Recall the data cleaning assignments we did on the investments data. We showed that customers who had negative service encounters took out a lot more money than customers who had positive service encounters. One main limitation of the previous work was that it was carried out across the entire sample of data without looking to see if different segments of customers responded differently to bad vs. good service. The executives at the investments firm have asked you to reanalyze the data in greater detail. Specifically, the executives want to know if there are certain customer segments who are at higher risk of taking out more money. In order to answer this question, you will perform a cluster analysis on the data, and calculate the average changes in dollars (Chg good service – Chg bad service) within each segment to see if there are certain groups of customers the firm needs to make sure always have good service encounters.

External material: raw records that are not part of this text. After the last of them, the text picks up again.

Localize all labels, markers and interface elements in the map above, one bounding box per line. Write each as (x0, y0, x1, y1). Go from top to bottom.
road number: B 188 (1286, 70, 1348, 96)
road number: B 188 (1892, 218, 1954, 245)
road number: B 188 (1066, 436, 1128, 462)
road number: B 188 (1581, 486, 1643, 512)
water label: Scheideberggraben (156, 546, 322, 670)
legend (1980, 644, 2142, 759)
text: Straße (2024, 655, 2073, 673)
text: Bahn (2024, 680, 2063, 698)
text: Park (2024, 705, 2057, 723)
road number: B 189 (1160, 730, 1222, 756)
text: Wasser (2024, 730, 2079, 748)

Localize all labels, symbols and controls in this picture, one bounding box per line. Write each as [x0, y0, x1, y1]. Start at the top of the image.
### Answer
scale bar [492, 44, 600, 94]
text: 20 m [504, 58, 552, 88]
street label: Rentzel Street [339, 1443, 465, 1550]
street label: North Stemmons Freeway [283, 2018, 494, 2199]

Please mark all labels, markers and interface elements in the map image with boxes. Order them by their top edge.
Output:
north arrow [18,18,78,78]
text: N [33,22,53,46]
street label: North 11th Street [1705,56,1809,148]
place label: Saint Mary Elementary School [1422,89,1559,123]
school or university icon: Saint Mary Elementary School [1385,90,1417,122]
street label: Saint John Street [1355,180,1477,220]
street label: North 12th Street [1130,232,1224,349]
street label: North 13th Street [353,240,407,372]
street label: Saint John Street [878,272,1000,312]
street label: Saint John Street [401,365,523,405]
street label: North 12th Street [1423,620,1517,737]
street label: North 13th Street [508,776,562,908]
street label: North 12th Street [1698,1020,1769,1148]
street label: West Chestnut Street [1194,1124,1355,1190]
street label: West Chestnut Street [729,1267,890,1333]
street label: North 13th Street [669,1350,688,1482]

You must provide all of your R code in a script file and we must be able to replicate your results in order for you to receive full credit for this assignment. Please upload both your answers as well as the R file. The dataset "hw3_data.txt" contains 1759 observations and 10 variables. The most important variables are defined below:
1. “categ”: Describes whether a customer had a good or a bad customer service experience. 860 customers had a bad service experience (answered a 1 or 2 on the customer satisfaction survey), and 899 customers had a good service experience (answered a 4 or 5 on the survey). Customers answering a “3” (average service experience) were omitted from this dataset.
2. “Inv_Chg”: This variable is the primary variable of interest to the firm. It represents the change in investment dollars for each customer 1 month before the service encounter vs. 3 months after the service encounter: Inv_Chg = Inv_3M_Aft – Inv_1M_Bef.
3. “Inv_1M_Bef”: This variable represents the total investment dollars customers had with the firm 1 month before they had a service encounter and survey.
4. “cust_age”: This variable represents each customer’s age in years at the time of the survey.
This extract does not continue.